[Saved data entries]
━━━━━━

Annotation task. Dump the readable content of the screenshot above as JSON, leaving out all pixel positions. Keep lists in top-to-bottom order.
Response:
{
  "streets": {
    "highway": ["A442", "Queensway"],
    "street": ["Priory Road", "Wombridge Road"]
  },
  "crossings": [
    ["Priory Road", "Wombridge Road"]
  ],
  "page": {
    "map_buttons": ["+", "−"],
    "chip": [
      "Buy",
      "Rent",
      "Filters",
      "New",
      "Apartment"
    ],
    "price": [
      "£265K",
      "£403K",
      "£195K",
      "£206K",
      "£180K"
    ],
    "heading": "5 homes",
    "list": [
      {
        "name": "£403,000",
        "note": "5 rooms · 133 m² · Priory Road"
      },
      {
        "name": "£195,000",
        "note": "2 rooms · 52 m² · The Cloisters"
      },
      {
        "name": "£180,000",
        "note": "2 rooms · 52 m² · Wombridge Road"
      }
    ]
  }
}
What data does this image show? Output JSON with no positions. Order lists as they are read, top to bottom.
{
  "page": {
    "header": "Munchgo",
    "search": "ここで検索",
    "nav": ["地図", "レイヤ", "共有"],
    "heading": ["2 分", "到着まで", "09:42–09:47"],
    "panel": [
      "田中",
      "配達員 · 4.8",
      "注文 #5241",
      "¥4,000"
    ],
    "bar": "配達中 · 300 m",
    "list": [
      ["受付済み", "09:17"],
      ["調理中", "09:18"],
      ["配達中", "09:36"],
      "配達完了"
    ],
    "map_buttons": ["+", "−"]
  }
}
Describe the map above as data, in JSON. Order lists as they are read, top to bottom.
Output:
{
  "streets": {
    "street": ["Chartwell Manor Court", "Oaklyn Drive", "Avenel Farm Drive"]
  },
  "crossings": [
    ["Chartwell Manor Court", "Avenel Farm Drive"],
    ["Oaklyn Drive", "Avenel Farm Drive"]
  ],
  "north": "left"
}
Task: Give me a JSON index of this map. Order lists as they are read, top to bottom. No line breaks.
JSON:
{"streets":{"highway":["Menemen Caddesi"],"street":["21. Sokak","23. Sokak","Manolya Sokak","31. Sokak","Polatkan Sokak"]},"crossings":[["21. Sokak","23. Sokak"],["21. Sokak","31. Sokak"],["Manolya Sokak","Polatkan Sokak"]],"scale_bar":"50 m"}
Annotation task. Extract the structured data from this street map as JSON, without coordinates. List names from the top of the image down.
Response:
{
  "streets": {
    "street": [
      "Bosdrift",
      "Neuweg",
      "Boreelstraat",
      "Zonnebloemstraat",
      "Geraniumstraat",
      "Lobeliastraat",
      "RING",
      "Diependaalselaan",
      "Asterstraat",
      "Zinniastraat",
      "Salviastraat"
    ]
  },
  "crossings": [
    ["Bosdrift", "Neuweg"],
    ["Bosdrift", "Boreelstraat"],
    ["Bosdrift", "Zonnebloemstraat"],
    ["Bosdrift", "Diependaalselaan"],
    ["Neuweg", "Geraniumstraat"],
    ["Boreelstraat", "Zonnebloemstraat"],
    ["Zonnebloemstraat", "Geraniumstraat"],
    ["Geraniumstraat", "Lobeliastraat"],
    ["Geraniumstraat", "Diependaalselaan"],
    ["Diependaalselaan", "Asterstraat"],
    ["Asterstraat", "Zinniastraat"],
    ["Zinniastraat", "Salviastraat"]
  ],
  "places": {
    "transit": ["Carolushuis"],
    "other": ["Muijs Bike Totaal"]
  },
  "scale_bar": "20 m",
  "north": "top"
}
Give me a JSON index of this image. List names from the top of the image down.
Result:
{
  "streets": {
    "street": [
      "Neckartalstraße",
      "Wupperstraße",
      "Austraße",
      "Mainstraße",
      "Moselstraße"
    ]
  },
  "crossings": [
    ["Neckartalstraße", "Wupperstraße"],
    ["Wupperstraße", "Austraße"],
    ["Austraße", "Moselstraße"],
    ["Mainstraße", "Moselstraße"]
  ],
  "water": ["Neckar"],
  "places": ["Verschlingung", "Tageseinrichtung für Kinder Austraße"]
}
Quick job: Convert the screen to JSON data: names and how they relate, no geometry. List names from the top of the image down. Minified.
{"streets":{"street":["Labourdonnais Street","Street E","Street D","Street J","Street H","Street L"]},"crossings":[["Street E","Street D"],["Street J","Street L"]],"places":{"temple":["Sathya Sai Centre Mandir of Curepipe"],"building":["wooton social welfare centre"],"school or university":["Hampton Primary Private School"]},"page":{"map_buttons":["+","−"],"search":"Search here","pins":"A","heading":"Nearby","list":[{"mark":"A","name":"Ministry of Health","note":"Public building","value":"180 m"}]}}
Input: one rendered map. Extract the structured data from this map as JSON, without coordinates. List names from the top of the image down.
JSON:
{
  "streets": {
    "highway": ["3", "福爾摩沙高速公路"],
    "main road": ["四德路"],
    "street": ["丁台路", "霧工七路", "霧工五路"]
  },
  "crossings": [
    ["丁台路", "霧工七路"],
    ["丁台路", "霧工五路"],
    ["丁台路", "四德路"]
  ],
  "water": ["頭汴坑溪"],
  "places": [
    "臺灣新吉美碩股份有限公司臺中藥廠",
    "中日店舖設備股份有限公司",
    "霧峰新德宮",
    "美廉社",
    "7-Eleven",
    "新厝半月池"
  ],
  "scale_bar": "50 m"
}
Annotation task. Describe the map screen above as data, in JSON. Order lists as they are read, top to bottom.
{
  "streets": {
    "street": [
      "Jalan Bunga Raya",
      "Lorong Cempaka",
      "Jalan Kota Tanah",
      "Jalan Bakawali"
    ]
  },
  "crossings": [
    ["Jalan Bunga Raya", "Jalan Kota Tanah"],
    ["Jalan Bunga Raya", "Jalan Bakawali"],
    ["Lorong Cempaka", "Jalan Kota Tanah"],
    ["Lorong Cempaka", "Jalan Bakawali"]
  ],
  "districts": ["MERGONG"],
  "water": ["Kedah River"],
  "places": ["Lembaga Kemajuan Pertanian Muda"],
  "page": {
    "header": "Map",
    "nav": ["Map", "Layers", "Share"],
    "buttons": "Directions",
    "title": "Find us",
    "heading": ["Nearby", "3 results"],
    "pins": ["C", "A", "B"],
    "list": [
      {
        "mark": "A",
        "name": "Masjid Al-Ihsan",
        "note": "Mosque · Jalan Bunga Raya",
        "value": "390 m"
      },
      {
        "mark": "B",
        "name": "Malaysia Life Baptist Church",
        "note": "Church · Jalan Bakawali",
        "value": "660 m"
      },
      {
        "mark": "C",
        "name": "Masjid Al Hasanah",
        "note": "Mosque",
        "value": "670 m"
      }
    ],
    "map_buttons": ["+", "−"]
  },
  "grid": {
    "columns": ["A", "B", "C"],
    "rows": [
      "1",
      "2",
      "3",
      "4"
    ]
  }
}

━━━━━━

### What you need to do
Search the lines above for the string "structured" and copy each line that has it.

### Result of the exercise
Annotation task. Extract the structured data from this street map as JSON, without coordinates. List names from the top of the image down.
Input: one rendered map. Extract the structured data from this map as JSON, without coordinates. List names from the top of the image down.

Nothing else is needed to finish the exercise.